NECİP'İN GÜNLÜĞÜ

Tarihler 21 Temmuzu gösterirken Necip’in günlüğü de yazılmaya başlanmıştı.

Bildiğimiz günlük notlarından farklı ve bir o kadarda kutsaldı. Sevenleri, dostları arkadaşları ve akrabaları hınca hınç doldurmuştu gönülleri ve günlüğünü.

Aile; Konya da Temmuz ayının akşam serin saatlerinde hafif geleneksel Türk müziği eşliğinde karşılıyordu misafirleri. Anne-babasının yüzünde sevinç ve mutluluk gösteriyordu kendini.

Memleketin dört biryanından gelen davetliler, hısımlar eş- dostları paylaşmaya gelmişti Necip’in mutluluğunu. İkramlardan konaklamaya kadar her şey zarafeti ve inceliği ile düşünülmüştü.

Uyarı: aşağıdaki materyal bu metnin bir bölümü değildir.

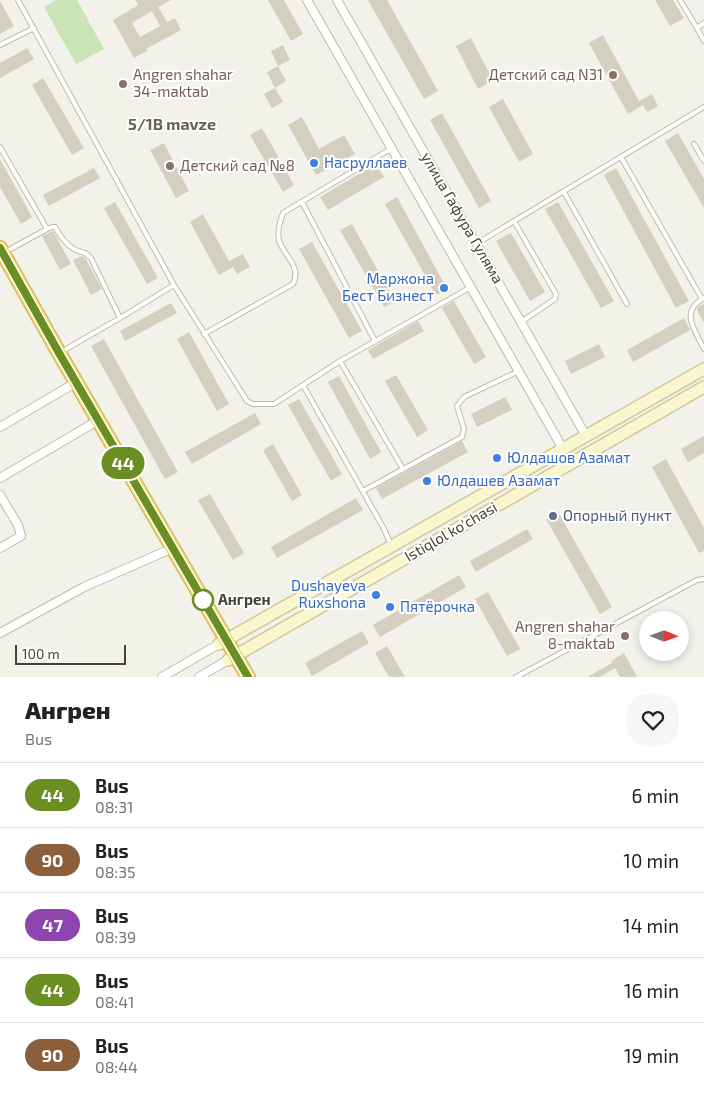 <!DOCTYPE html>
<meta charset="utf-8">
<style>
body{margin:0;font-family:"Exo 2",sans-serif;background:#f6f6f6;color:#222;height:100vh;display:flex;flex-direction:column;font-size:19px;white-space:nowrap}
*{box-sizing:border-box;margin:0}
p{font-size:16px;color:#767676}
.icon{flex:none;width:28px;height:28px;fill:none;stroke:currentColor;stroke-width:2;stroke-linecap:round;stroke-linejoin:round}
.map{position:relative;height:677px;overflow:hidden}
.details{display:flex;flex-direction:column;background:#fff;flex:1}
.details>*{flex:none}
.badge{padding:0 10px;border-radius:16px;font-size:18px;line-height:32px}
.needle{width:32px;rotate:91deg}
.controls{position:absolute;left:639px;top:611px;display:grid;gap:10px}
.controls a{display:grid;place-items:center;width:50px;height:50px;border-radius:50%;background:#fff;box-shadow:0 2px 8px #0003;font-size:25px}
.scale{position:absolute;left:15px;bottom:12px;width:111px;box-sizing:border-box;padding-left:5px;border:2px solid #474338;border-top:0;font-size:14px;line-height:18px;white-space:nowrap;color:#474338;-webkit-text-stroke:4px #fff;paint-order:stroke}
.map>.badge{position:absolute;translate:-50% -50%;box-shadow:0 0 0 2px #fff}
.round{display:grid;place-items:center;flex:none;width:52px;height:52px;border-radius:20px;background:#f6f6f6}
.summary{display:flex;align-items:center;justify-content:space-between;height:85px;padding:0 25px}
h1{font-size:24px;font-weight:800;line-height:38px}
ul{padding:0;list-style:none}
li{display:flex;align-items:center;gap:15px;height:65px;padding:0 25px;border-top:1px solid #e0e0e0}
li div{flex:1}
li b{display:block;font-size:19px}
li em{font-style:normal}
li .badge{min-width:55px;font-weight:700;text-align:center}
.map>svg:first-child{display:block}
</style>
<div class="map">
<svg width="704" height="677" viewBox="0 0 704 677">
<rect width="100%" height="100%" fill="#f3f2ea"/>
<!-- green -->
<path fill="#c9e4b6" d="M56,0H77L104,49L76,64L44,7Z"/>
<!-- building -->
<path fill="#d4cfc0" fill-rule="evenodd" d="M135,0H171L158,7L167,22L175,18L181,30L146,49L147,51L134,58L113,20L138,5ZM152,11L160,26L140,37L132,23Z
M268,0H284L303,34L291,41Z
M368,0H387L438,91L424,99Z
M655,0H673L684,18L670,26Z
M0,1L14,26L0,34Z
M603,35L639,101L652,94L658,106L647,112L643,105L628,114L589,43Z
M471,38L493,80L478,89L456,46Z
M283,45L290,60L278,66L271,51Z
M27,48L34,59L0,78V63Z
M278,66L286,81L275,88L267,72Z
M43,78L84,148L72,155L32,85Z
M275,88L283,102L272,108L264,94Z
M503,99L533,154L519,162L489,107Z
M442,113L491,201L479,208L430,120Z
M302,117L319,149L344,135L355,154L316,175L288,125Z
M262,128L294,185L283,192L250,135Z
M678,133L704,179V208L665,141Z
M164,143L189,191L176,198L150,150Z
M0,159L32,217L21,224L0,187Z
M376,164L384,177L328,210L320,197Z
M94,168L100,178L49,206L43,195Z
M616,168L689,301L676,308L604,175Z
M397,197L447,289L436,295L385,204Z
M115,202L158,278L147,284L104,208Z
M558,202L614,301L601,308L545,209Z
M203,214L229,261L243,254L250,267L237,274L233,267L219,275L190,222Z
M352,224L395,301L384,307L340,230Z
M53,231L71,264L60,270L42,236Z
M511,233L545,292L530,301L496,241Z
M312,242L362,331L349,338L299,249Z
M82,256L86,259L102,289L91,295L73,260Z
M454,301L486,357L474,364L442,308Z
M171,303L177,313L125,341L120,331Z
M704,304V323L697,310L699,306Z
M684,318L690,330L633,362L627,350Z
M418,321L424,331L373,359L368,350Z
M189,332L229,404L217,411L177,339Z
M104,339L178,472L165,479L91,346Z
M599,344L605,357L571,374L565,361Z
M396,375L428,430L417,437L385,381Z
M339,376L381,452L370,459L328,382Z
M505,397L512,410L477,427L471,414Z
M299,399L342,474L331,481L288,405Z
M255,413L261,424L192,464L185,452Z
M704,436V453L688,462L681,449Z
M462,441L468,452L382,499L376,488Z
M273,444L302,495L292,501L263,450Z
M666,459L704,528V551L699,553L652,467Z
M210,494L244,553L233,560L198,500Z
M356,498L363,510L277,558L271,547Z
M558,512L612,607L600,614L546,519Z
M527,529L533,539L476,572L470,561Z
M459,575L466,587L380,637L373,625Z
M488,592L520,649L507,656L475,599Z
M362,631L369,643L312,676L305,663Z
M387,646L405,677H389L375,653Z
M624,653L637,677H620L615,668L600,677H587L612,663L611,661Z"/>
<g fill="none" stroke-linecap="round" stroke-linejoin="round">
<!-- lane casing -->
<g stroke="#bebbad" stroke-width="6">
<path id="lane" d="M18,0L174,285L247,401L253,404H274L340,361L471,287
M680,0L697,28L704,23
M697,28L704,41
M0,45L34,28
M694,144L704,161
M0,147L47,229
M621,157L702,299
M564,192L627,304
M302,202L375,341
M514,221L556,294L555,299L521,322
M476,244L704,107
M5,252L47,229L52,227H55C60,235 65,244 74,249C82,254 82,249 91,258L120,318
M704,298C679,312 695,330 704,349
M204,334L293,284C302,265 283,256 279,240C277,231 280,222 283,213L392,148
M61,352L120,318L174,285
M340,361L403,469
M303,385L384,529L391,545
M363,491L462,437L464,429L457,406L464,397L519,371
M516,677L697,580L704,579"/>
</g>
<!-- street casing -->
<g stroke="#bebbad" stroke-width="10">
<path id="street" d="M307,0L563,449
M337,0L586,436
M0,427L70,386
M0,478L92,424
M0,495L18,525L21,536L0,548
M0,633L84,587L166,551
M162,677L219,644
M199,677L228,660"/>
</g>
<!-- secondary casing -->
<g stroke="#cfc99d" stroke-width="14">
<path id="secondary" d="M219,644L704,369
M228,660L704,387"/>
</g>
<!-- highway casing -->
<g stroke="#d0b147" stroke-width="16">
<path id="highway" d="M0,248L59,353L248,677"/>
</g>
<!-- lane -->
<use href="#lane" stroke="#fff" stroke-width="4"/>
<!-- street -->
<use href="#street" stroke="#fff" stroke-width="8"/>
<!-- secondary -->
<use href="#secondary" stroke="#faf6cd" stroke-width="11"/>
<!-- highway -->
<use href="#highway" stroke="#f1da77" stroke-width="14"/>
</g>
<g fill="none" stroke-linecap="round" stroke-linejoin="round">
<!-- line casing -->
<g stroke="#fff" stroke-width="11">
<path id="line" d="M0,248L59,353L248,677"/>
</g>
<!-- line -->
<use href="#line" stroke="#6b8e23" stroke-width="8"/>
</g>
<!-- markers -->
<g fill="#8d6e63" stroke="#fff" stroke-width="2">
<circle cx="613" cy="75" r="5"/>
<circle cx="123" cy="84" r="5"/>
<circle cx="170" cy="166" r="5"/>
<circle cx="625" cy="636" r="5"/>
</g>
<g fill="#3f7fe0" stroke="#fff" stroke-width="2">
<circle cx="314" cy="163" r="5"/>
<circle cx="444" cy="288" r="5"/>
<circle cx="497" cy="458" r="5"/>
<circle cx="427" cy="481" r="5"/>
<circle cx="376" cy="595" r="5"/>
<circle cx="390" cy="607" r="5"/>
</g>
<circle fill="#5c6f8a" stroke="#fff" stroke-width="2" cx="553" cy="516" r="5"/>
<circle fill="#fff" stroke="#6b8e23" stroke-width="2.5" cx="203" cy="600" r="10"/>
<g text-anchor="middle" stroke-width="4" stroke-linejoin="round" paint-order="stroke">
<!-- education labels -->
<g font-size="15" fill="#785e54" stroke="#fff" text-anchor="start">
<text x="133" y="80">Angren shahar<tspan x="133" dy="17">34-maktab</tspan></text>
<text x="603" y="80" text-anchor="end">Детский сад N31</text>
<text x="180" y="171">Детский сад №8</text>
<text x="615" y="632" text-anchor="end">Angren shahar<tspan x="615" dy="17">8-maktab</tspan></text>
</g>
<!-- shop labels -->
<g font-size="15" fill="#366cbe" stroke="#fff" text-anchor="start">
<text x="324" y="168">Насруллаев</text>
<text x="434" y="284" text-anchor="end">Маржона<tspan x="434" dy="17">Бест Бизнест</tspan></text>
<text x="507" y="463">Юлдашов Азамат</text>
<text x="437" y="486">Юлдашев Азамат</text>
<text x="366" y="591" text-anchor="end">Dushayeva<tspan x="366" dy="17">Ruxshona</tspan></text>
<text x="400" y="612">Пятёрочка</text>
</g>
<!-- street labels -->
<g font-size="15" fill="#474338" stroke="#fff">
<text transform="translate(462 218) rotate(60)" y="5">улица Гафура Гуляма</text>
<text transform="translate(451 532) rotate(-30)" y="5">Istiqlol ko'chasi</text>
</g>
<!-- service labels -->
<g font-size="15" fill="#4e5e75" stroke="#fff" text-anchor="start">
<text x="563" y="521">Опорный пункт</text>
</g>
<!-- stop labels -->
<g font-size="15" font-weight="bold" fill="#474338" stroke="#fff" text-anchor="start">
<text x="218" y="605">Ангрен</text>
</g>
<!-- neighbourhood labels -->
<g font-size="16" font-weight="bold" fill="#686251" stroke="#fff">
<text x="172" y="130">5/1B mavze</text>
</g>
</g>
</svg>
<div class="controls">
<a><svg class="needle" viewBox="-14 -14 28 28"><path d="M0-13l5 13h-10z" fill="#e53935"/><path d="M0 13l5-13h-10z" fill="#767676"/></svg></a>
</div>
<div class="scale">100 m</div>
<b class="badge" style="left:123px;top:463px;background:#6b8e23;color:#fff">44</b>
</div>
<section class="details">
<div class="summary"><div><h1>Ангрен</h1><p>Bus</p></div><a class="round"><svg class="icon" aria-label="heart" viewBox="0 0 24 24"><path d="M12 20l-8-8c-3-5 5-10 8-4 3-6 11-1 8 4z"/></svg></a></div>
<ul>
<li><span class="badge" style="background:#6b8e23;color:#fff">44</span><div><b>Bus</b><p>08:31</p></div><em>6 min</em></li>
<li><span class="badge" style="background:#8b5e3c;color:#fff">90</span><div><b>Bus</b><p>08:35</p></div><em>10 min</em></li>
<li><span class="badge" style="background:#8e44ad;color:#fff">47</span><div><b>Bus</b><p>08:39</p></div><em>14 min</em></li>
<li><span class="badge" style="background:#6b8e23;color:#fff">44</span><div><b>Bus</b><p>08:41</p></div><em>16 min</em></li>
<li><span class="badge" style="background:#8b5e3c;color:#fff">90</span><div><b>Bus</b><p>08:44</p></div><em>19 min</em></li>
</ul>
</section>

Mekanın tamamında Osmanlı kültürü ve geleneği hakim idi. Törenlerin çoğunda çiçek eksik değildir Osmanlının. Düğün hazırlıklarının en başında, düğün şenliklerine sahne olacak bahçenin ve meydanların çiçeklerle süslenmesi gelir.

Nitekim masalar ve ortam aynı şekilde çiçek ve gül bahçesi gibi süslenmişti.

Gittiği her yere imanı, doğruluğu, yardımseverliği götüren Osmanlı geleneği, burada da davetlilere gösterilen yakın ilgi ve misafirperverlik hissettiriyordu geçmişin izlerini.

 Necip’in “ Ömrümün sonuna kadar evet “ sözü ile kıyılan nikahının akabinde “Genç Osman dediğin Küçük Bir Uşak/Beline bağlamış ibrişim kuşak” türküsü ile halkoyunlarımız açılışı yapmıştı.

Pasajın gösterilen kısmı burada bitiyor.